▶ [WHAT YOU ARE ASKED TO DO]: How many lines in the material below include the word "Aparthotel"? Give only the number.

*** DATA FOR THIS EXERCISE Section Begins ***

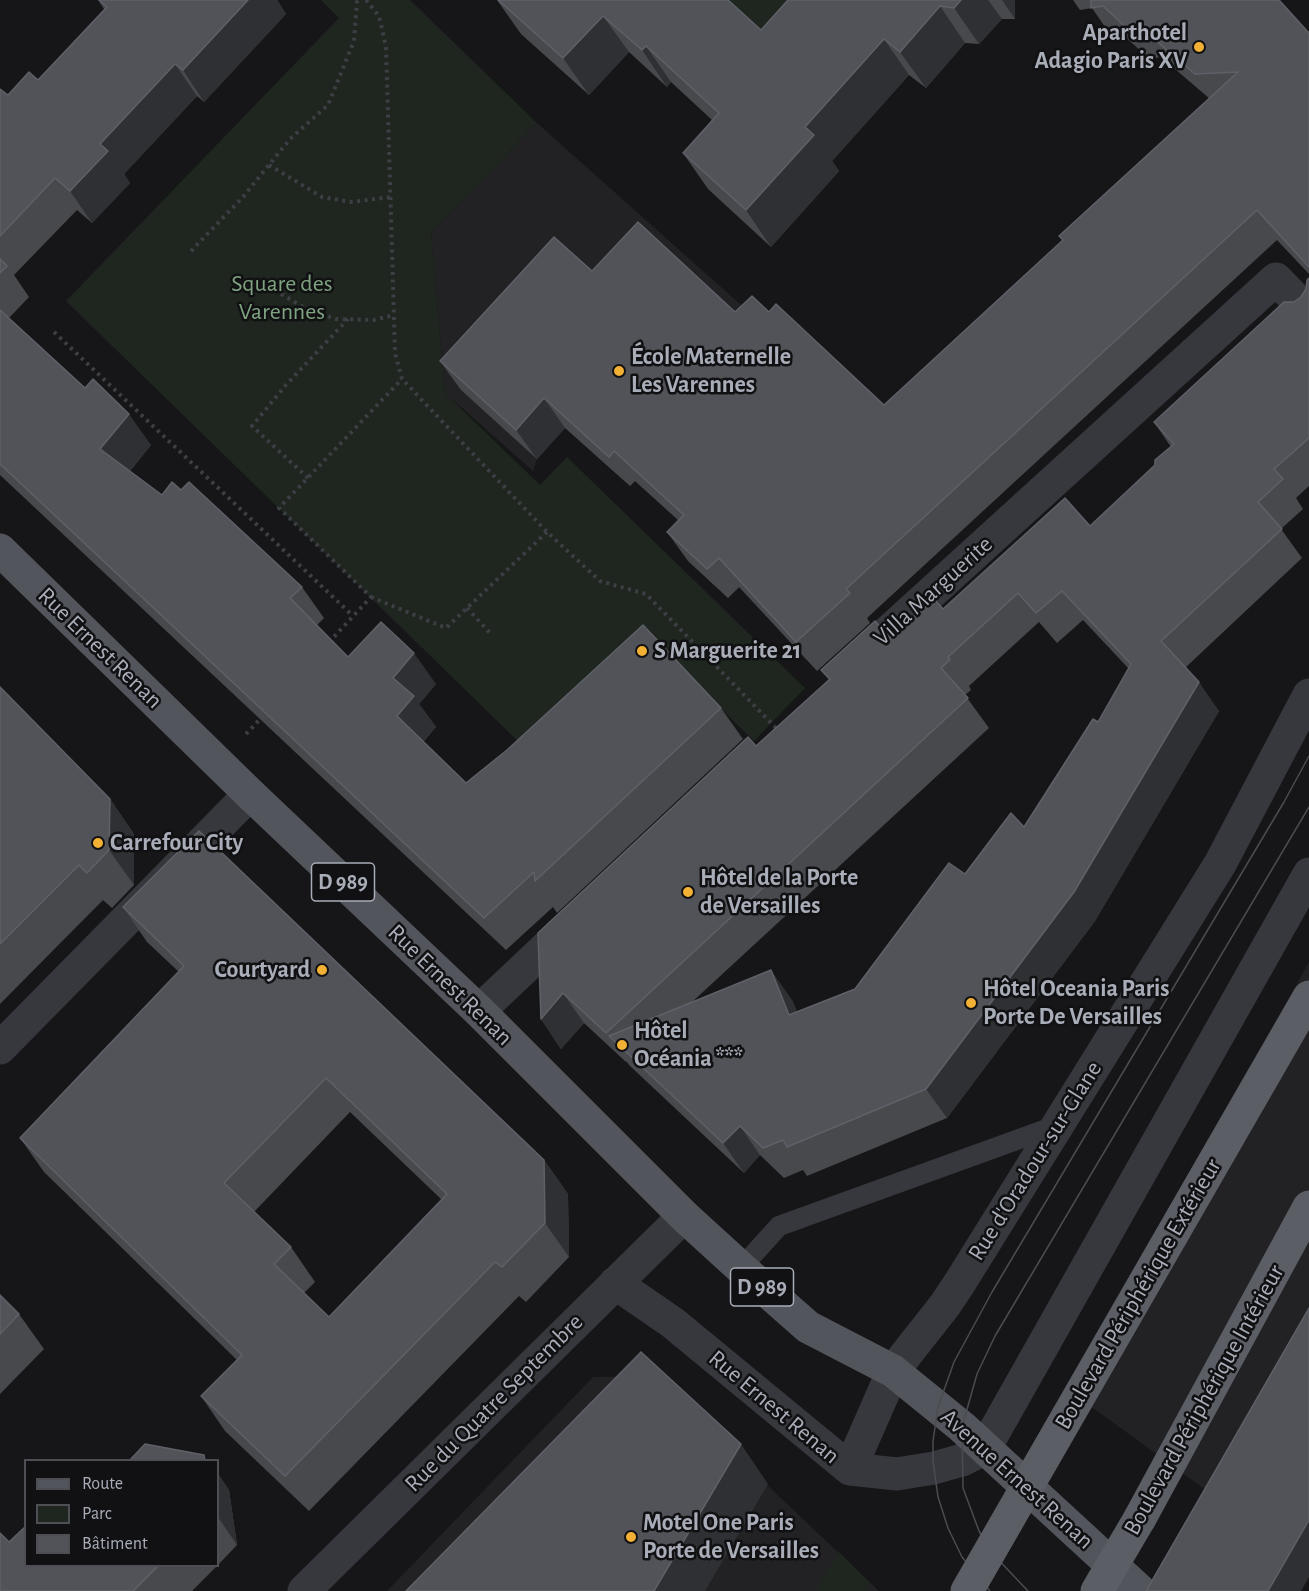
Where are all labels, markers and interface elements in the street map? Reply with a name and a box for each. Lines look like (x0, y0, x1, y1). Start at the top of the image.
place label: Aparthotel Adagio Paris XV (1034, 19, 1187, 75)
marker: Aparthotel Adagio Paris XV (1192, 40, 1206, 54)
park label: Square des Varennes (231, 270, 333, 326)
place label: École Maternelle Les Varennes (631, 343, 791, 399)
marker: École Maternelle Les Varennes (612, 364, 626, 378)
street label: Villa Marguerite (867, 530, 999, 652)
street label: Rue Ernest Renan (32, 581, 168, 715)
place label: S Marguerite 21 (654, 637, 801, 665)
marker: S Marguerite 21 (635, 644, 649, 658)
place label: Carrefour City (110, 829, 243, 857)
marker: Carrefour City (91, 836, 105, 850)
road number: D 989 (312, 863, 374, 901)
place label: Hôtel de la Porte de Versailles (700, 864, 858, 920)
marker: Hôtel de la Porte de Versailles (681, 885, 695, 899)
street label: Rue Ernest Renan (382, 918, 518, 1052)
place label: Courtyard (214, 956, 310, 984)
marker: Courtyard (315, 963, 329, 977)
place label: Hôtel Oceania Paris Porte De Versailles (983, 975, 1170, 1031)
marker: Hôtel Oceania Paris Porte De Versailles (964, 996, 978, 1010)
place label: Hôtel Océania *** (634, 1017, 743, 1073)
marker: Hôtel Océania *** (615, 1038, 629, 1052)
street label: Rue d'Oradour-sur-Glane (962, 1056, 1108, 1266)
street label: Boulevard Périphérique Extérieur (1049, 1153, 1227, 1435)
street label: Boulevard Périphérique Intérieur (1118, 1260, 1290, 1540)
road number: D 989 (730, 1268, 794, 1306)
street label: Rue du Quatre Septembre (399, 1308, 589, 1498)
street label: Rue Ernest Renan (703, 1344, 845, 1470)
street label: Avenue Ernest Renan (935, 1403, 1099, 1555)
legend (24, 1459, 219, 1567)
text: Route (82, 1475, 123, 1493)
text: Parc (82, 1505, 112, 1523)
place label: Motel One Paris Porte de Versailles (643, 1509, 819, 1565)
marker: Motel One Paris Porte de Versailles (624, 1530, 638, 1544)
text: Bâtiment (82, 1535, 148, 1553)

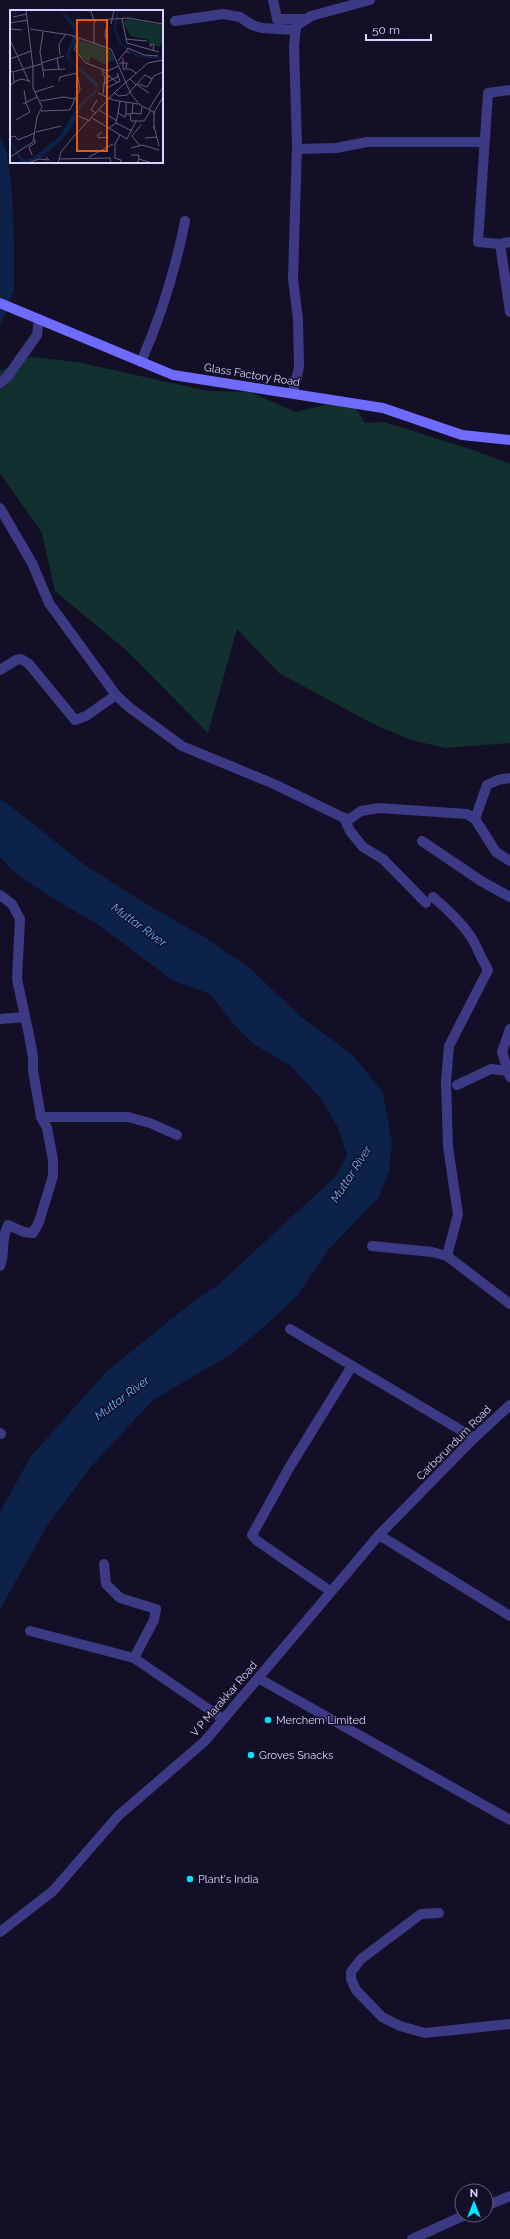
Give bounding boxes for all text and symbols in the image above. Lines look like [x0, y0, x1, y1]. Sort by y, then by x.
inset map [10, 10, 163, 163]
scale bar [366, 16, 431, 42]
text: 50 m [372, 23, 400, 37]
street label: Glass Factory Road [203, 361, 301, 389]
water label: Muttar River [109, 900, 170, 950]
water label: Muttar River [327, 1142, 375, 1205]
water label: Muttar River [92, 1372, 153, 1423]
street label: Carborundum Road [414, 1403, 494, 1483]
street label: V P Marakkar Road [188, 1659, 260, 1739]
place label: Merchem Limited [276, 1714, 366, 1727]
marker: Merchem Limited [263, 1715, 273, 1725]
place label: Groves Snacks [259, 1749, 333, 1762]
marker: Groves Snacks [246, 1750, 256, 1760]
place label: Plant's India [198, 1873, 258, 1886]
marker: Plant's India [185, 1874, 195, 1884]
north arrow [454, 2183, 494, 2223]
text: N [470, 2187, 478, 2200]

*** DATA FOR THIS EXERCISE Section Ends ***

▶ [EXERCISE ANSWER]: 2